>> How many articles have been written heralding the imminent death of couture? But after Alexander McQueen reported that its custom order business is profitable last week, executives across the board seem optimistic about the state of couture.
Dior, for instance, has doubled the guest list for its Spring 2011 couture show Monday to about 800 people — because the demand is there. “It’s been an excellent year for couture,” Dior CEO Sidney Toledano told WWD, citing a growth in Asian clientele and the fact that American clients who left during the economic crisis returned last year.
Jean Paul Gaultier also experienced a "spectacular" return of American clients last year, according to deputy managing director Caroline Le Borgne, who says: “For the moment, nothing tells us we won’t have a great year."

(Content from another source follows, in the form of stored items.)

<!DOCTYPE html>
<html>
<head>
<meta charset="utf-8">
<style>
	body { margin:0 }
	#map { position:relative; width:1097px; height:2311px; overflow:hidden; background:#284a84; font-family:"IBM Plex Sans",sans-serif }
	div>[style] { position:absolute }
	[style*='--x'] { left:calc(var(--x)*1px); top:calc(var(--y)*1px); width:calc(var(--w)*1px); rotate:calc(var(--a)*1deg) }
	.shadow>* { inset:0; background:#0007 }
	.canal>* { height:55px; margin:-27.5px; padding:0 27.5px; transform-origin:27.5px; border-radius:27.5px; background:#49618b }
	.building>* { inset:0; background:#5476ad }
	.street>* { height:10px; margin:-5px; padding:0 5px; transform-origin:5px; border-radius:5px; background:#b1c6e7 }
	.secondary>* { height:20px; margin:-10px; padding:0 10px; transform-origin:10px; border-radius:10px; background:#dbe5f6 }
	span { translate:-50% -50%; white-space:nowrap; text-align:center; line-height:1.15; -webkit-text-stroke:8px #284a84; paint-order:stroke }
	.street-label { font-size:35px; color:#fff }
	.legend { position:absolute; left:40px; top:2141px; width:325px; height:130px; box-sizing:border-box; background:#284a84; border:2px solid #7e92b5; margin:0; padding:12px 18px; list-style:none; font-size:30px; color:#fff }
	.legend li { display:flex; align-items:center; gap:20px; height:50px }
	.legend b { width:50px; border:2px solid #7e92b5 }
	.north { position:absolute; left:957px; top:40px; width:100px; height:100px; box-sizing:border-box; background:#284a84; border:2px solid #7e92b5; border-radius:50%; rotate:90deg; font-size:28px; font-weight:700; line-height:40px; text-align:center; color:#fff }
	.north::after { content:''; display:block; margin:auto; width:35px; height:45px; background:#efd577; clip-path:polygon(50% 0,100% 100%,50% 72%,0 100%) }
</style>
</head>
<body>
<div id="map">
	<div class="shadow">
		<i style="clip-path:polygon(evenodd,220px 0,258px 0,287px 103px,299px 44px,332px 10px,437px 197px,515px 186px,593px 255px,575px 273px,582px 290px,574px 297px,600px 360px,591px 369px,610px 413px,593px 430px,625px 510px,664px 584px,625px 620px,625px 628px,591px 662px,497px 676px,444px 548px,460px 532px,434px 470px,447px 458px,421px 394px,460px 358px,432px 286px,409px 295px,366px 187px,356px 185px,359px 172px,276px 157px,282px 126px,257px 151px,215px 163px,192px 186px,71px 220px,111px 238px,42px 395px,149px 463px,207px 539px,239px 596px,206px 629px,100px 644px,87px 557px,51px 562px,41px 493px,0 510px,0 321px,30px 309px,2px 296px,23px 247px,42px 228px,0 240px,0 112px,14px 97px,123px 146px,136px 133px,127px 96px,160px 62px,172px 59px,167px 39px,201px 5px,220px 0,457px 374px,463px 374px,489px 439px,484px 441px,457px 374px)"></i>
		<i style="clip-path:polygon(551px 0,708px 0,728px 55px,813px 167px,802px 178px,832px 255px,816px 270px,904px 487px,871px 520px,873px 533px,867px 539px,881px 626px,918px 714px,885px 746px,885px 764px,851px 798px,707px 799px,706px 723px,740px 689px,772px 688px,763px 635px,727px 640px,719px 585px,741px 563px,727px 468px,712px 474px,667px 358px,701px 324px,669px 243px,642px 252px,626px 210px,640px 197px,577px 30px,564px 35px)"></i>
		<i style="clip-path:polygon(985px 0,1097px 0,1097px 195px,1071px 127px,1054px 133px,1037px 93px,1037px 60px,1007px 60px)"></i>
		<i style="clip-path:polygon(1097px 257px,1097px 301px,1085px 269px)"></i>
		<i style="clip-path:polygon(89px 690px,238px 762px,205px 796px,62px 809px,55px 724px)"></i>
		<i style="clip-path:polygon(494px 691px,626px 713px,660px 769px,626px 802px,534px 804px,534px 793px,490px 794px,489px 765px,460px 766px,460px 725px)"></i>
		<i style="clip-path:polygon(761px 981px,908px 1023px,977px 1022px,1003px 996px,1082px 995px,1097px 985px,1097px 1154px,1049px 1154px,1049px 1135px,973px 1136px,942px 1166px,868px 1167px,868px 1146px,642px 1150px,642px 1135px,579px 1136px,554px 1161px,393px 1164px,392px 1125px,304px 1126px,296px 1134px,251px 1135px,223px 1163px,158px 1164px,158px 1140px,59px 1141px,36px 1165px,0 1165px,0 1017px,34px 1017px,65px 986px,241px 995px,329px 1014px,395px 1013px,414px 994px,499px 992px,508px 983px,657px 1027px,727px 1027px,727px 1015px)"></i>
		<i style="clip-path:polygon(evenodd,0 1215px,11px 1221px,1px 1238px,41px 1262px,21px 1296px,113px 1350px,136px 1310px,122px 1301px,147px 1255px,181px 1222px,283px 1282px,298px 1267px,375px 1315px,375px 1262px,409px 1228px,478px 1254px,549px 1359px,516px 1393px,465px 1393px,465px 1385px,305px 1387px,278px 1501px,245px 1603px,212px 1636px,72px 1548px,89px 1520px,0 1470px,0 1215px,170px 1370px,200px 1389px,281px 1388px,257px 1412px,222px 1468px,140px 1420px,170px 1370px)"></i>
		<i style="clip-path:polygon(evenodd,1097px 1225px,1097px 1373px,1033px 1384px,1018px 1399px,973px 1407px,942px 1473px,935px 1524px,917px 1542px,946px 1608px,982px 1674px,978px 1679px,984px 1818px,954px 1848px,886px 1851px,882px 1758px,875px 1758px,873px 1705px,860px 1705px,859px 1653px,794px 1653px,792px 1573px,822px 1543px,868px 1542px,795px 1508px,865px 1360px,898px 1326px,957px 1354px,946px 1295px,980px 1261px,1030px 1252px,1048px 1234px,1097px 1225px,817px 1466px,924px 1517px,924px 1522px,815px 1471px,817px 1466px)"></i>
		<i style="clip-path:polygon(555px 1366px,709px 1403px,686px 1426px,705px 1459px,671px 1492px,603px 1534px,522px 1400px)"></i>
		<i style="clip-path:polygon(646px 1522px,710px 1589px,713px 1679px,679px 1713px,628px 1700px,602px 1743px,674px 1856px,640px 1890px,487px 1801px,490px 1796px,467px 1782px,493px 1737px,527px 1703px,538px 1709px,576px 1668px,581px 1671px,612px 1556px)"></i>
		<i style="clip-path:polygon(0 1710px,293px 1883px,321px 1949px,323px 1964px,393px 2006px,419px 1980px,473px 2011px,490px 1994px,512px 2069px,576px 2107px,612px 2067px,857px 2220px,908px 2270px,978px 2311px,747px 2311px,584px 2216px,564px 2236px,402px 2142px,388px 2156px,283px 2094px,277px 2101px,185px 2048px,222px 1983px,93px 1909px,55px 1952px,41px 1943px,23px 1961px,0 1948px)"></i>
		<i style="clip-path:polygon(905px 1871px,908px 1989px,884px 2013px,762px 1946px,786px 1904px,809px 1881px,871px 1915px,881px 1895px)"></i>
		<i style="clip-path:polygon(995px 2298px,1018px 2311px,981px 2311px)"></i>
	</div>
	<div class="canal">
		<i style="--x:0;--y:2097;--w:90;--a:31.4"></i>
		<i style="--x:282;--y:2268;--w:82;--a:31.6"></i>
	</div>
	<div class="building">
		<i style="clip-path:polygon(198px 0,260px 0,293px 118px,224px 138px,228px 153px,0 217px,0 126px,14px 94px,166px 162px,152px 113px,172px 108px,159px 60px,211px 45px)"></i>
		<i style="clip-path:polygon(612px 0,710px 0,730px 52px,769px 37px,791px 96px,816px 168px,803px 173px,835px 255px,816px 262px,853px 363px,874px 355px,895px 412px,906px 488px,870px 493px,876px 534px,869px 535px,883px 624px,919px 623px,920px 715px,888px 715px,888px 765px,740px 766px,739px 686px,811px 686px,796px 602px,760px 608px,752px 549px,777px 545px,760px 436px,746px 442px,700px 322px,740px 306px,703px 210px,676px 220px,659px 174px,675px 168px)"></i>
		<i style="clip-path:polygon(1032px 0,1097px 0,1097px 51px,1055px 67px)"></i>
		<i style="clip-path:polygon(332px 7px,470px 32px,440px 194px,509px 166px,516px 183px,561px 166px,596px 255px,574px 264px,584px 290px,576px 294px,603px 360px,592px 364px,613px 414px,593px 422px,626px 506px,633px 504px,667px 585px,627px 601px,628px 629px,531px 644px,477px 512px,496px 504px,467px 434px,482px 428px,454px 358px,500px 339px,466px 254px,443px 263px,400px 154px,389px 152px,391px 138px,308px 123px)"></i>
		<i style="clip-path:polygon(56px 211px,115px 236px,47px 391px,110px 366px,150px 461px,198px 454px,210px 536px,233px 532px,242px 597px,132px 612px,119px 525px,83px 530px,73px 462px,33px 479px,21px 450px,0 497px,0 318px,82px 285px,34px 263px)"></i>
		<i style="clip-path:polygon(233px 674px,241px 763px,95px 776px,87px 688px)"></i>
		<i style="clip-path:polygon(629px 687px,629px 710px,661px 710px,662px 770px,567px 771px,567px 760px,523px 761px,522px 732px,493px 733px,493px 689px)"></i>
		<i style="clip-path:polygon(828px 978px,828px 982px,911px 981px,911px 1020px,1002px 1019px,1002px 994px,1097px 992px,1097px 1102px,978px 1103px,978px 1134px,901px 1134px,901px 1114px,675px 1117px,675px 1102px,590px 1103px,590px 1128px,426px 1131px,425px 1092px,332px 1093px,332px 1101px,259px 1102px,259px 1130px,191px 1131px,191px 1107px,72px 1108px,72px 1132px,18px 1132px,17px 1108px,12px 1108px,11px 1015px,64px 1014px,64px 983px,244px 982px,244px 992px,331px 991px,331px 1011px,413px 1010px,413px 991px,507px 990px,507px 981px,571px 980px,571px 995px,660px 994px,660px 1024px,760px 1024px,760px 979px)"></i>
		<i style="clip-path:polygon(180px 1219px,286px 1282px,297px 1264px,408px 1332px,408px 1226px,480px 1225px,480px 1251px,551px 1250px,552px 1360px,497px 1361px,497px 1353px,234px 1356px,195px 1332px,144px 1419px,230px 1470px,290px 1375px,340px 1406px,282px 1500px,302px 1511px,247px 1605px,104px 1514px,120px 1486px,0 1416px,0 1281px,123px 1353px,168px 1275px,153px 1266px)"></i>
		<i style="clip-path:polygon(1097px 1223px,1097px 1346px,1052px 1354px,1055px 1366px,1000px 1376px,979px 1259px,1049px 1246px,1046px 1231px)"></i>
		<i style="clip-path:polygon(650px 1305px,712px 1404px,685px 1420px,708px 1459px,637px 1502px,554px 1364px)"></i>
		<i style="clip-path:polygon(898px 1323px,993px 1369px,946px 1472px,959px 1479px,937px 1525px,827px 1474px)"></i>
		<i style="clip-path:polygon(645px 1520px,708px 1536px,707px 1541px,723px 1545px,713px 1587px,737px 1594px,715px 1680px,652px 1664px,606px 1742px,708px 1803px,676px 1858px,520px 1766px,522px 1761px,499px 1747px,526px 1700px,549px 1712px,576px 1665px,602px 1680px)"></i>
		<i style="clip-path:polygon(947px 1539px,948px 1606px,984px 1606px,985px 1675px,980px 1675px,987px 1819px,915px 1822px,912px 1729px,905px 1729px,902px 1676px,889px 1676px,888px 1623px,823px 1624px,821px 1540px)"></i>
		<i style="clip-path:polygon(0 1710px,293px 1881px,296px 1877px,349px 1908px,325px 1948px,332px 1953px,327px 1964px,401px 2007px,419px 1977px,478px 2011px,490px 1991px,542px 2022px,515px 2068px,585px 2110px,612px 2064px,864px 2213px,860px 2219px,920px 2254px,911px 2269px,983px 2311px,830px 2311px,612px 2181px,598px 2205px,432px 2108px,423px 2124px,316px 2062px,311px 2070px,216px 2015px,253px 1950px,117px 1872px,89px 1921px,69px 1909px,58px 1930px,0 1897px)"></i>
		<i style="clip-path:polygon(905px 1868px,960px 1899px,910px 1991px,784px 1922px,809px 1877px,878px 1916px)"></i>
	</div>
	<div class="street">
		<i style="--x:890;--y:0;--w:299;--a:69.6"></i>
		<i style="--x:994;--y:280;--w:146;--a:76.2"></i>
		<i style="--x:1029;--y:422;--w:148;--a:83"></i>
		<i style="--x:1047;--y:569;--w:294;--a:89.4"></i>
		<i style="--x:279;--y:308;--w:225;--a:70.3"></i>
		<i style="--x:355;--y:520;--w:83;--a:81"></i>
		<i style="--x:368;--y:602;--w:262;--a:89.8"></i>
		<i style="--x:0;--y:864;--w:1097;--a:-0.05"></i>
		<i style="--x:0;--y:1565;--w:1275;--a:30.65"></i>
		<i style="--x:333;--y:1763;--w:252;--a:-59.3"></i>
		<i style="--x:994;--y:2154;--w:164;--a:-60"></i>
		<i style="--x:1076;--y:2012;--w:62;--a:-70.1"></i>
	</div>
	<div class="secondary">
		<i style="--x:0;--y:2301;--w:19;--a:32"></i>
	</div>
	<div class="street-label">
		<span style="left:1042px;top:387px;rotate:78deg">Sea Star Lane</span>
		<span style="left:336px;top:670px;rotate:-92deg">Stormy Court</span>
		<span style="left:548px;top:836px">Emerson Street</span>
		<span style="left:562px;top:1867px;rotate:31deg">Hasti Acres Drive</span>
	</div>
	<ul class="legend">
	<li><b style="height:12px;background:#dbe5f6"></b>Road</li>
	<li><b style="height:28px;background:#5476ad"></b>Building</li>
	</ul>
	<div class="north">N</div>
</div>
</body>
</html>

And Givenchy said its decision to do a presentation instead of runway show last July, creating more exclusivity, was a boon for business. It created a bump in editorial coverage, according to Givenchy CEO Fabrizio Malverdi, and: “The clients have increased because of our intimate presentation. They prefer not to be seen with a show context.” The house had a 10 percent gain in couture in 2010 and expects a similar increase in 2011, Malverdi says. "The Middle East is increasing, and China is starting to show interest."
Armani Prive logged a 45 percent increase in 2010, says Armani deputy chairman John Hooks, fueled by an influx of new clients: "We did an Armani Prive show in Dubai on the occasion of the opening of the new Armani Hotel Dubai, and this had a dramatic effect on sales of couture in the region." He added that new clients in Russia and other ex-Soviet bloc countries also contributed. “Couture is following the current pattern of all trade in the fashion business — emerging markets are growing faster than the established ones.”
That's why Chanel plans to bring Karl Lagerfeld's Spring 2011 couture collection, following its show in Paris on Tuesday, to New York, Los Angeles, Shanghai, and another Asian city — Hong Kong, Beijing, and Tokyo are being considered. “Because the customers are not always coming to Paris, we need to go to them for the fittings,” said Bruno Pavlovsky, president of fashion at Chanel. And Valentino plans to bring its couture collection to Russia, possibly in 2012, said its CEO Stefano Sassi.